The system seemed to respond appropriately. But the answer did not take into account the height of the door, which could also prevent the passage of a tank or a car.
OpenAI CEO Sam Altman said the new robot could reason “a little bit.” But his reasoning ability fails in many situations. The older version of ChatGPT handled the question a bit better because it recognized that height and width matter.
You can pass standardized tests.
OpenAI said the new system could score in the top 10 percent of students on the Uniform Bar Examination, which rates lawyers in 41 states and territories. You can also score a 1,300 (out of 1,600) on the SAT and a five (out of five) on the Advanced Placement high school exams in biology, calculus, macroeconomics, psychology, statistics, and history, according to company tests.
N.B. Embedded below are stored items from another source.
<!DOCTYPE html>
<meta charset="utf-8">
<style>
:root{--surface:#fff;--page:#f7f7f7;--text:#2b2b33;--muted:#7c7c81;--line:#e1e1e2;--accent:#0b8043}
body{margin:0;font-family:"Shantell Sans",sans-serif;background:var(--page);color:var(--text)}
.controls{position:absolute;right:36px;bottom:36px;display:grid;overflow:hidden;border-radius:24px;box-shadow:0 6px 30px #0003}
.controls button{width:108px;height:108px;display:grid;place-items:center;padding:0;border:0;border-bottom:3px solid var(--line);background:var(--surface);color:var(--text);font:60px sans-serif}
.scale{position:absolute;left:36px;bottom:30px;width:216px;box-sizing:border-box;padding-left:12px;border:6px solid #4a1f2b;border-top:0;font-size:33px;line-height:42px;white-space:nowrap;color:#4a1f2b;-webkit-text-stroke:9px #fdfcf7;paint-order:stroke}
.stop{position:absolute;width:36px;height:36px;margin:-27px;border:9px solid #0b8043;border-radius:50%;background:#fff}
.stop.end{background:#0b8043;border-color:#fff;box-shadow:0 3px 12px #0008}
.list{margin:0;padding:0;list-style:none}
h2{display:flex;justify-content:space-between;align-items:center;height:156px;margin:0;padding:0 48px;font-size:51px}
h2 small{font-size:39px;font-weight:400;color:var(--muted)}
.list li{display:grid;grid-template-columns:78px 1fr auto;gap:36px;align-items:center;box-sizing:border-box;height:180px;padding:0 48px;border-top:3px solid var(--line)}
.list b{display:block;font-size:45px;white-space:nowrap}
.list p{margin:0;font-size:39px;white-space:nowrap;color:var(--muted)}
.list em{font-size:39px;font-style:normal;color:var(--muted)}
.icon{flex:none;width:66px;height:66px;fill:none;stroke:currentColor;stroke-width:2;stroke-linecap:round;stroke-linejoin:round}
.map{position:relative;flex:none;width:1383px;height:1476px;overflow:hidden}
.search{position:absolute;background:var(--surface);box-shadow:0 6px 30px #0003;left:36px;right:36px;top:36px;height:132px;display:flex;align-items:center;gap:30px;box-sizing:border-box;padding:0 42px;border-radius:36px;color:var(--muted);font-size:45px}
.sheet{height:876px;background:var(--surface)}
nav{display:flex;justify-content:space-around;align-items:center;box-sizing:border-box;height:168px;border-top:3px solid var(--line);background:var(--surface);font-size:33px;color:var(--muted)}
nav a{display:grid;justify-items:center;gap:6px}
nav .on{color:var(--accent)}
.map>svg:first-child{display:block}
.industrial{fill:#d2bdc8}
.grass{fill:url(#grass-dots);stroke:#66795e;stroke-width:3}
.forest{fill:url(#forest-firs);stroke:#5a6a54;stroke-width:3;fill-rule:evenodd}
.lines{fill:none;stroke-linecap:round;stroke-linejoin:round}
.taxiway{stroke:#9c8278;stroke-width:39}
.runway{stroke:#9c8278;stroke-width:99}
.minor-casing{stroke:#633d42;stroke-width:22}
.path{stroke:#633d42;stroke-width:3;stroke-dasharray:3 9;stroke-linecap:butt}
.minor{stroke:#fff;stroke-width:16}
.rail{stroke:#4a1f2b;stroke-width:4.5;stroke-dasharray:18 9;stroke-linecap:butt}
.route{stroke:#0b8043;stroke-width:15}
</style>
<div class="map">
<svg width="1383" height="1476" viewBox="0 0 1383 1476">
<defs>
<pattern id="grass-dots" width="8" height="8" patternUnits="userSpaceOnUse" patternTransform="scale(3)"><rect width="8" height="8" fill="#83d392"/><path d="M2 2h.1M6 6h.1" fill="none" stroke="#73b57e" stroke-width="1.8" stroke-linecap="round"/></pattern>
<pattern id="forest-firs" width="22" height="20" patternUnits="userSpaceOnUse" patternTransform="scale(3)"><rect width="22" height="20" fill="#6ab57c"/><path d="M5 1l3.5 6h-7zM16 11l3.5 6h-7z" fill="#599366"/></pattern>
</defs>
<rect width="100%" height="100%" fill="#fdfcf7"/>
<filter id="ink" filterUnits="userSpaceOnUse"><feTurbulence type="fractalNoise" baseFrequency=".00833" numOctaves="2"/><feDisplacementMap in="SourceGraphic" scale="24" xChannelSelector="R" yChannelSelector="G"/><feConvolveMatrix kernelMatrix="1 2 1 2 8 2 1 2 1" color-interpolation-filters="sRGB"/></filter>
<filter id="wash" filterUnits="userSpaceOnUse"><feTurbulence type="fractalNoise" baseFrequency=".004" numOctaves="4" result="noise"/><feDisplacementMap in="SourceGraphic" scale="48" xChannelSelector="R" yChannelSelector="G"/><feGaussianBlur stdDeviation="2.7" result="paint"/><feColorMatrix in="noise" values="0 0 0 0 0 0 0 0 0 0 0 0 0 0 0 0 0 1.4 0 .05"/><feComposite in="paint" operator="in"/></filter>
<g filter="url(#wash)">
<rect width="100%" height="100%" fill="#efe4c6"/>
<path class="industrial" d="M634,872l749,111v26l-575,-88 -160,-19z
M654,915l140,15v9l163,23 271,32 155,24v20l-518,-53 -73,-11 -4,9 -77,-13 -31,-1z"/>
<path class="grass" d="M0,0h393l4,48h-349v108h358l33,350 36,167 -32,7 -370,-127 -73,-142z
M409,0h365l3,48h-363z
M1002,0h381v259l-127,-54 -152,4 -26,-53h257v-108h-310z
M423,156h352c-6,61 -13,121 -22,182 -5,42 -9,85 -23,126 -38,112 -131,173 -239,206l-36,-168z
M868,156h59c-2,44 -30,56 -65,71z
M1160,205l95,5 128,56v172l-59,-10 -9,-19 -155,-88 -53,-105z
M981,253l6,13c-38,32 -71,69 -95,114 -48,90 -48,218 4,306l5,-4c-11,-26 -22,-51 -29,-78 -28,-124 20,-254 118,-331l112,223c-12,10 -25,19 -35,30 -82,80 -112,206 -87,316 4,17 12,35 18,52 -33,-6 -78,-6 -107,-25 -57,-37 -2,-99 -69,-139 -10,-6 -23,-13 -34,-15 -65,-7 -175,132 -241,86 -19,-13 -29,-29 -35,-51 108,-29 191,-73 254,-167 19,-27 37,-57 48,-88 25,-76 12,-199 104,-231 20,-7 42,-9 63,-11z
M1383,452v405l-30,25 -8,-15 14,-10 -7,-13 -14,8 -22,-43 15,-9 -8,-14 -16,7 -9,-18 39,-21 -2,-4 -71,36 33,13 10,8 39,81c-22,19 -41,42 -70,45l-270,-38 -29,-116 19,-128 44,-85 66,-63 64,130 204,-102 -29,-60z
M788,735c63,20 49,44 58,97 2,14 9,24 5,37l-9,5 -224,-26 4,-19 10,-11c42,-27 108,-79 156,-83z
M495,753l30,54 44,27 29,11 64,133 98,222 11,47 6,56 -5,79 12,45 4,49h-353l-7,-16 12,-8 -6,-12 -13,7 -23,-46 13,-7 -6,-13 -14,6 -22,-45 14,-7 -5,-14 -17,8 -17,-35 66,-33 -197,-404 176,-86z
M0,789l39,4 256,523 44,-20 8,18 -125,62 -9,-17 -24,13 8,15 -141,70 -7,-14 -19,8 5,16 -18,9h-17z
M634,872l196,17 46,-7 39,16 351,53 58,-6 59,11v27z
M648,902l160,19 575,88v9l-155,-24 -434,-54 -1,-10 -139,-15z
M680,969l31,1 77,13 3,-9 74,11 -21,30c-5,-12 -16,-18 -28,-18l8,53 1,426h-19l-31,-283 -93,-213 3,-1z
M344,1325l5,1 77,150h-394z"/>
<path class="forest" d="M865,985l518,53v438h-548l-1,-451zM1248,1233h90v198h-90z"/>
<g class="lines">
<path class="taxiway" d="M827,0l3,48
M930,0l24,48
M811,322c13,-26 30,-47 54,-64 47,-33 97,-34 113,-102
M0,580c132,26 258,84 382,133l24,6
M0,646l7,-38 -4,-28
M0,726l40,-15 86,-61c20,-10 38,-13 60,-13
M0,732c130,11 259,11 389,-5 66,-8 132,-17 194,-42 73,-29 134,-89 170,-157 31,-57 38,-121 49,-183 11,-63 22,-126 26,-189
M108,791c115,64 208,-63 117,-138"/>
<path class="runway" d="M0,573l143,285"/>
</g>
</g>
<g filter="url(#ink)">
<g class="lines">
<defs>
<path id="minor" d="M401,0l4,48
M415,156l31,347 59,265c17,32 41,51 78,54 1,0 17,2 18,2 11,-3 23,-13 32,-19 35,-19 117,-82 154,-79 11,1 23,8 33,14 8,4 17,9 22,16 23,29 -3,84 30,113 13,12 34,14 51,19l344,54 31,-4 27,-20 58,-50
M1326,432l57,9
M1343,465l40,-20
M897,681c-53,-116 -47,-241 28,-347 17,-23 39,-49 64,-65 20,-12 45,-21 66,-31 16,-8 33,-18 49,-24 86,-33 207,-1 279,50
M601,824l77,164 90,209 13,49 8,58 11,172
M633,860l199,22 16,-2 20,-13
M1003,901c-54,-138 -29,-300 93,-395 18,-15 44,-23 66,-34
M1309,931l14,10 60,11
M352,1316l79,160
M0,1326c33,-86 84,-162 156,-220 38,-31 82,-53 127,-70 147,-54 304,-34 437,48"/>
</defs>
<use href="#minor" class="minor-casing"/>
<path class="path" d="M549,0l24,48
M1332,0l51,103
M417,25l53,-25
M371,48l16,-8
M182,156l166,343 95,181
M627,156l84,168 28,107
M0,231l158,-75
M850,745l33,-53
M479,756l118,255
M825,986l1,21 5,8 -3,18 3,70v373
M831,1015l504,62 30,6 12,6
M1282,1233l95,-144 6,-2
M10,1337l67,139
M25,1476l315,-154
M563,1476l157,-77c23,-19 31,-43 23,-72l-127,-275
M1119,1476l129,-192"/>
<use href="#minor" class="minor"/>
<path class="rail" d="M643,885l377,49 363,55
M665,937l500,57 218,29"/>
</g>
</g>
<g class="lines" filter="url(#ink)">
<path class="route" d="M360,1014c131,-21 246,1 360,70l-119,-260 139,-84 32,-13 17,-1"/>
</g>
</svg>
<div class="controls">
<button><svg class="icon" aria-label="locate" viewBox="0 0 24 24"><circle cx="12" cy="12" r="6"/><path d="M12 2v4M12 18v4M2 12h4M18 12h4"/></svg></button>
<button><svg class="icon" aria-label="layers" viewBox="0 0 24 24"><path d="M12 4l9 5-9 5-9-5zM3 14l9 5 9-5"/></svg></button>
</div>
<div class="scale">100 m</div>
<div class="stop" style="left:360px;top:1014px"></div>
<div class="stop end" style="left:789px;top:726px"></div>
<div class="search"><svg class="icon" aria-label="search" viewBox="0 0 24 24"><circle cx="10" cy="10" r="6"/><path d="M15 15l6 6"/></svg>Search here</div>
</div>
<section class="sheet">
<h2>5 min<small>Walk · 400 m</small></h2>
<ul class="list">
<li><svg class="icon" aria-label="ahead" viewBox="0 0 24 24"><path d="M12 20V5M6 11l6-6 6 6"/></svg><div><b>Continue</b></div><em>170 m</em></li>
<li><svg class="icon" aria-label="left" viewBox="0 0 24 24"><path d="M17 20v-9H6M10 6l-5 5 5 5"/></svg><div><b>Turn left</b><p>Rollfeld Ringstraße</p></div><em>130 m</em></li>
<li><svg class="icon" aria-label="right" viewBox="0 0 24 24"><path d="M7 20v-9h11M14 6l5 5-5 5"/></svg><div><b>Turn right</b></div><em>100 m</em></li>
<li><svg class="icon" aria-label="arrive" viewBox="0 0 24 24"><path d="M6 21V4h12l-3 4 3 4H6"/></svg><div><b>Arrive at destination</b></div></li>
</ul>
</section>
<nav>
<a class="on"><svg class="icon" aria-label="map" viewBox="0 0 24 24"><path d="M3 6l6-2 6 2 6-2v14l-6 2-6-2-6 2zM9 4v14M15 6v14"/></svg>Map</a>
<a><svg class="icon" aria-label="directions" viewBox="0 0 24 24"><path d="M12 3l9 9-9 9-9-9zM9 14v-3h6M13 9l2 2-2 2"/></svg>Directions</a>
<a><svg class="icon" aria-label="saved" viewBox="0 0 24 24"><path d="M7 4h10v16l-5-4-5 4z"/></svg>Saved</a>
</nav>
Earlier versions of the technology failed the uniform bar exam and did not score as high on most Advanced Placement tests.
One recent afternoon, to demonstrate his test skills, Brockman asked the new robot a multi-paragraph entrance exam question about a man who runs a diesel truck repair business.
The answer was correct but full of legalese. Brockman then asked the robot to explain the answer in layman-friendly language. He also did that.
It is not good to discuss the future.
Although the new robot seemed to reason about things that already happened, it was less adept when asked to hypothesize about the future. It seemed to be based on what others had said rather than creating new conjectures.
When Dr. Etzioni asked the new robot: “What are the important problems to solve in NLP research over the next decade?” – Referring to the kind of “natural language processing” research that drives the development of systems like ChatGPT – he was unable to formulate entirely new ideas.
And it’s still amazing.
The new robot still invents things. The problem, called “hallucination,” haunts all major chatbots. Because the systems do not understand what is true and what is not, they can generate text that is completely false.
When asked for the addresses of websites describing the latest cancer research, he sometimes generated Internet addresses that did not exist.